In 1911, the Taft administration commissioned Earle Fraser to produce designs to replace the Liberty Head nickel, which had been struck 1883 –1912. The Mint Director at first wanted a design featuring Lincoln, but when Fraser developed a design showing a Native American on one side and a bison on the other, it quickly gained support within the Mint. At the Denver Mint, a worker accidentally created a new variety of the coin. While attempting to remove marks from a reverse die, he removed one of the buffalo’s legs. Thousands of these pieces were struck before the error was discovered, creating the highly sought-after three-legged variety of the Buffalo Nickel.

The Indian portrait obverse was created using three Indian Chiefs as models; thus, although this image does not depict any one individual, it is unmistakably a Native American. One of the Chiefs, Iron Tail, was Custer’s opponent at Little Big Horn.

The buffalo depicted on the reverse was in the NY city zoo, and was named Black Diamond. When Black Diamond’s days were over, he was butchered and sold as Black Diamond Steaks for $2 a pound – a lot in those days. The gangster Diamond Jim Brady offered to buy the head on a “name your price” basis. Mr. Silz, the butcher, refused and later gave it to an employee. That employee’s daughter later displayed the head at the 1985 ANA.

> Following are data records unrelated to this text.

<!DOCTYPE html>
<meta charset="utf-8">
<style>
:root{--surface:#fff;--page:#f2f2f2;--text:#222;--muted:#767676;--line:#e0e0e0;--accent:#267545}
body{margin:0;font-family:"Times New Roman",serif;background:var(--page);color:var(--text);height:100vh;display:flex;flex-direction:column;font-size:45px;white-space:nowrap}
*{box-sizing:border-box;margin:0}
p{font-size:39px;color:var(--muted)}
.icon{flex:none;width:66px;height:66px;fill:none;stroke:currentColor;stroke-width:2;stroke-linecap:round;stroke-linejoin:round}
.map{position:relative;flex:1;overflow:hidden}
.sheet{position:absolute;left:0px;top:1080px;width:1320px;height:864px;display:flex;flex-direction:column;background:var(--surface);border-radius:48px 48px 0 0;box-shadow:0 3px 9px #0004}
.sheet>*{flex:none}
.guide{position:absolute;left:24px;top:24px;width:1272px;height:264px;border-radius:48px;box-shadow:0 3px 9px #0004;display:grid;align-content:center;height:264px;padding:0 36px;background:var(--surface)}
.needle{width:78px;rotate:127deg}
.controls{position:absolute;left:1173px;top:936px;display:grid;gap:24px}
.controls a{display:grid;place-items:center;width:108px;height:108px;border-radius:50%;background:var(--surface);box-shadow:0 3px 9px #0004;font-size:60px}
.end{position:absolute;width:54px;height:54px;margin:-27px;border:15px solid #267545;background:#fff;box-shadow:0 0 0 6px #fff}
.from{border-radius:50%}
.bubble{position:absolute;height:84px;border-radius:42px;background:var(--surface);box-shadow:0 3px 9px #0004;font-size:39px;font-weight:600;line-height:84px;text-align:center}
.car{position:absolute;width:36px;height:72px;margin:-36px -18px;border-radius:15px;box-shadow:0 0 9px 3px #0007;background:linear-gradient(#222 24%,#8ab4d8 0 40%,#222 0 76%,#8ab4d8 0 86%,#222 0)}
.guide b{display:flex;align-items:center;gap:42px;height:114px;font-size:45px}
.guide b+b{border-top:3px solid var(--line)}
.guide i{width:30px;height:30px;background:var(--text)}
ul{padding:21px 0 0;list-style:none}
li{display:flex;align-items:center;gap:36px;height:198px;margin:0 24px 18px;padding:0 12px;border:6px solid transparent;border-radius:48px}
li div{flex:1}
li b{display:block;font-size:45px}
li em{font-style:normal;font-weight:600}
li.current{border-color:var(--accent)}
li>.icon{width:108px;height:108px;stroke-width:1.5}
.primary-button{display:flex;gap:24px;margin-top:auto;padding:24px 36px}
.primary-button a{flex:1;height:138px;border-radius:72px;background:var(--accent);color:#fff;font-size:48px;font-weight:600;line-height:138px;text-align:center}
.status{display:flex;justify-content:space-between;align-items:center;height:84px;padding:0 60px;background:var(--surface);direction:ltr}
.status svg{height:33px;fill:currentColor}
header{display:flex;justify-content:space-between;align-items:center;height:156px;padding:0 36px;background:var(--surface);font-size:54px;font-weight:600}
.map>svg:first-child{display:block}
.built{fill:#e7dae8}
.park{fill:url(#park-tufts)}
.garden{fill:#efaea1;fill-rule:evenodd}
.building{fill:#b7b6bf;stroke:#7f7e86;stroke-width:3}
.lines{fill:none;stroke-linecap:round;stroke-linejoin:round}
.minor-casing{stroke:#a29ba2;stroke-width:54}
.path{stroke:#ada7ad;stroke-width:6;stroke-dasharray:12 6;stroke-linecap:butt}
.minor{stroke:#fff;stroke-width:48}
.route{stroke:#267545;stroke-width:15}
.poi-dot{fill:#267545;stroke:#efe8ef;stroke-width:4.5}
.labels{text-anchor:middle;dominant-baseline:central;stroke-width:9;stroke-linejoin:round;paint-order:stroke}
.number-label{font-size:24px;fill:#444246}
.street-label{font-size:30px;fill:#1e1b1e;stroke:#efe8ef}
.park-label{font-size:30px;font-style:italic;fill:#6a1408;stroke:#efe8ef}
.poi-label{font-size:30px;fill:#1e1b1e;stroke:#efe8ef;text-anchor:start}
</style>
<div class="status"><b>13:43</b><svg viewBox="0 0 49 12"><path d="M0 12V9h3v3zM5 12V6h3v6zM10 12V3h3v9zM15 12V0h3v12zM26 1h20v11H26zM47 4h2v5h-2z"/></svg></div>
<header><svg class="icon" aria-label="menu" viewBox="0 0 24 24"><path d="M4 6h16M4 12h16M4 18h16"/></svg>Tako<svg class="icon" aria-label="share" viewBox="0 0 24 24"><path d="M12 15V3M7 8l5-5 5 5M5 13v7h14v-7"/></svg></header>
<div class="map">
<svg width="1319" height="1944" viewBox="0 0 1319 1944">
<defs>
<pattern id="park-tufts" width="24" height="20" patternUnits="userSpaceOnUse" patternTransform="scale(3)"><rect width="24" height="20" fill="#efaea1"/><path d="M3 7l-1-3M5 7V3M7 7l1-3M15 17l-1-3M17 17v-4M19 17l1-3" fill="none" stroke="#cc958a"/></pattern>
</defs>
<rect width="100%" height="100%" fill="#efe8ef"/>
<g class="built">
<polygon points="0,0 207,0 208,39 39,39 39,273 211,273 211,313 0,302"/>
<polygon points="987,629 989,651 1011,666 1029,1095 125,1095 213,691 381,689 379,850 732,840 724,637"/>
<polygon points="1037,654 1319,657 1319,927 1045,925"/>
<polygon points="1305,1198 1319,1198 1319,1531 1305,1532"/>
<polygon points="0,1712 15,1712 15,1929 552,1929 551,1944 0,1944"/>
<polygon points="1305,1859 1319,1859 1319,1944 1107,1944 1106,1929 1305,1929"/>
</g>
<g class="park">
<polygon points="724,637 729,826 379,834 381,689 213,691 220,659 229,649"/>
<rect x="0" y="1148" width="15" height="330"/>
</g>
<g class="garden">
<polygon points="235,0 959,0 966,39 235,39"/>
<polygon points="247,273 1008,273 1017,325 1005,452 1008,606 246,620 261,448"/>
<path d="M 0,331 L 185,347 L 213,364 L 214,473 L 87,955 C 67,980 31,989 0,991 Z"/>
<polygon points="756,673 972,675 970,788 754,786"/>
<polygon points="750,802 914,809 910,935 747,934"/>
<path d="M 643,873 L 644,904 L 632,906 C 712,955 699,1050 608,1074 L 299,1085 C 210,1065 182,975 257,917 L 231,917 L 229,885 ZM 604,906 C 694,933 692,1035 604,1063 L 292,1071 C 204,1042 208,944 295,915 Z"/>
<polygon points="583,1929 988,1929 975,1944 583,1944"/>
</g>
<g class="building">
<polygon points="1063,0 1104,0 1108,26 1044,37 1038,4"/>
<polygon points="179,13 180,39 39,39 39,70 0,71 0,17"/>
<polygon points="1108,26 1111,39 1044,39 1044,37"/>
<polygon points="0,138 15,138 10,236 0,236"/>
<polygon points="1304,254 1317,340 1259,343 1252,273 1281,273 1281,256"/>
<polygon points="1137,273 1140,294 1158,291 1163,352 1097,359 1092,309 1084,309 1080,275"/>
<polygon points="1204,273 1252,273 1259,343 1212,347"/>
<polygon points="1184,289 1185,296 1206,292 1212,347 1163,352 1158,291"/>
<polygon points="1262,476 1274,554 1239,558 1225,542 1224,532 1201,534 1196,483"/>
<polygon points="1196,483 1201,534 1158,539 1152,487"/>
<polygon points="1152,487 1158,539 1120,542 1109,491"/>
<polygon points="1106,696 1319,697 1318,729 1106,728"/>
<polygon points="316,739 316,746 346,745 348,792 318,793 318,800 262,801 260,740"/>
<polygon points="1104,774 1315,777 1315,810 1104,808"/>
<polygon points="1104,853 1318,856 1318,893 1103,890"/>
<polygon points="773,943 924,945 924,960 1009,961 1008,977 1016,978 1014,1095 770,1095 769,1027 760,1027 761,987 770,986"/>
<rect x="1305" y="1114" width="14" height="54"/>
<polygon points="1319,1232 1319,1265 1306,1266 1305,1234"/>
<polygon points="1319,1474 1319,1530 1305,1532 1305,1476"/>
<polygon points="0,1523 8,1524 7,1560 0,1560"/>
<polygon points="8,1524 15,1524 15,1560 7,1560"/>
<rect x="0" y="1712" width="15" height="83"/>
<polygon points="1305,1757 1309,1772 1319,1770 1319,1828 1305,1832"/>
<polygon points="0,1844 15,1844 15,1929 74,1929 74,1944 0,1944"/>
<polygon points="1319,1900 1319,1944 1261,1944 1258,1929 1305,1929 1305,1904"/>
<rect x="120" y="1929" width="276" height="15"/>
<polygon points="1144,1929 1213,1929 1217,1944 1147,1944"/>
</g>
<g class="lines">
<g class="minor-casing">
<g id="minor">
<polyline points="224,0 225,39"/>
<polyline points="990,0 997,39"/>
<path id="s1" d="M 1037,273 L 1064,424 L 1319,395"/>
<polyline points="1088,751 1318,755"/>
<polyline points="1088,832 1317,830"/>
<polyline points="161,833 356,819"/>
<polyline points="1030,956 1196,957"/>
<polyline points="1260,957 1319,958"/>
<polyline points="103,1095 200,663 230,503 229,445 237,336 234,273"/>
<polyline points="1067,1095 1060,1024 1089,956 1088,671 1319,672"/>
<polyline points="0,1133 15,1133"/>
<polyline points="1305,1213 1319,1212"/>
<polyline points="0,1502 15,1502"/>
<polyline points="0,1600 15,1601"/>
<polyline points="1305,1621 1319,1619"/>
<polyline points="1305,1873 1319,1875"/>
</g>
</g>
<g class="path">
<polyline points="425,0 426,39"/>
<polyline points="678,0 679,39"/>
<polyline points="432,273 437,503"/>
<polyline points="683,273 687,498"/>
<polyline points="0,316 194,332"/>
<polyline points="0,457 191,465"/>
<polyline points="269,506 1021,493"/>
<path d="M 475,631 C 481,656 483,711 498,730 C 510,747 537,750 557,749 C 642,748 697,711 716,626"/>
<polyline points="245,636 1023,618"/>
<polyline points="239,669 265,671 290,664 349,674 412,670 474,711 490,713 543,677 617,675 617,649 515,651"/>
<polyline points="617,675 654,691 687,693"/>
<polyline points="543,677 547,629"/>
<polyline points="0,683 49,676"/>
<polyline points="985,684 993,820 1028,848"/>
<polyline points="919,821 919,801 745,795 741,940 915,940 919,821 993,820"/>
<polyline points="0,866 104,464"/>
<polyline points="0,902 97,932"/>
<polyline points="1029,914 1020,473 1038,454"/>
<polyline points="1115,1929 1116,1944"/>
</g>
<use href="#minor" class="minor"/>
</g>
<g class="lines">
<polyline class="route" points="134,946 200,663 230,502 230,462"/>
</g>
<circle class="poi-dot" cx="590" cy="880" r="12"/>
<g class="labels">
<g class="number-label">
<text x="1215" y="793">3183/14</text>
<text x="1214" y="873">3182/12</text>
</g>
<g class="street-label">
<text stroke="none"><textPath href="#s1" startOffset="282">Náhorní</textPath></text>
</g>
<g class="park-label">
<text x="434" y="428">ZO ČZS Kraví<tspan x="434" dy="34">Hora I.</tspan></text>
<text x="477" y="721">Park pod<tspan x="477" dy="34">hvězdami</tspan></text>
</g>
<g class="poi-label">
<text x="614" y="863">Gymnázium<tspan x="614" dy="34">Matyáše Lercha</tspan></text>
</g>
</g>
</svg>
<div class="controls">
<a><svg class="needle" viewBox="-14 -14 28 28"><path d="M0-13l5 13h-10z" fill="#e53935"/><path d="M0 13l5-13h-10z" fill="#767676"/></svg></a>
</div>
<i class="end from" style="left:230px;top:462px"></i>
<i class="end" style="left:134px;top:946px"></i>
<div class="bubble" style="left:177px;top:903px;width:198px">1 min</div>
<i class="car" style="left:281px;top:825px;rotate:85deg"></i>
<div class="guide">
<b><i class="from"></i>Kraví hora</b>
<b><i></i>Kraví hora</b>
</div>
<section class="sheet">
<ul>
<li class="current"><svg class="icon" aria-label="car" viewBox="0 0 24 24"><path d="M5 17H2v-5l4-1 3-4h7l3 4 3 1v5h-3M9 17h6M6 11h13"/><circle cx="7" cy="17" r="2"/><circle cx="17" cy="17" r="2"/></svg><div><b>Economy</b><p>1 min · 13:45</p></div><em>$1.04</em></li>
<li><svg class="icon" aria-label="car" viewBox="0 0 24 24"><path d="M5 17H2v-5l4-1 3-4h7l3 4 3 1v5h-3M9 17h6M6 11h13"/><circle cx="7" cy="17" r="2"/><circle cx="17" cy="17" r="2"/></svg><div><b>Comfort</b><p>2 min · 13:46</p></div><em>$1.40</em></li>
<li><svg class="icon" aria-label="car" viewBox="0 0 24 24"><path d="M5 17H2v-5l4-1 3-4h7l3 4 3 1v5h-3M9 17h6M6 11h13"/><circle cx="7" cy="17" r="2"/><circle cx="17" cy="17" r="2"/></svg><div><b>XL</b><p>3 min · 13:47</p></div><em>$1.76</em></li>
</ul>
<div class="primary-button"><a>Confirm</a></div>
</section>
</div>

The original version of the coin had the buffalo standing on raised ground with the denomination FIVE CENTS below. Within just a few months it became apparent that the denomination wore away very quickly. In addition, weak strikes were a constant concern. The obvious fix to the denomination wear was to place it in a protected area. This was easily accomplished by placing a raised line above FIVE CENTS to protect against wear. However, Barber could not leave well enough alone. Barber did not appreciate being bypassed in the design stage, and took the opportunity presented to make alterations to the design that were not needed, and indeed were detrimental to the aesthetics of the coin. The fields were flattened, the buffalo’s hide was smoothed, and the Indian lost a lot of its rugged look.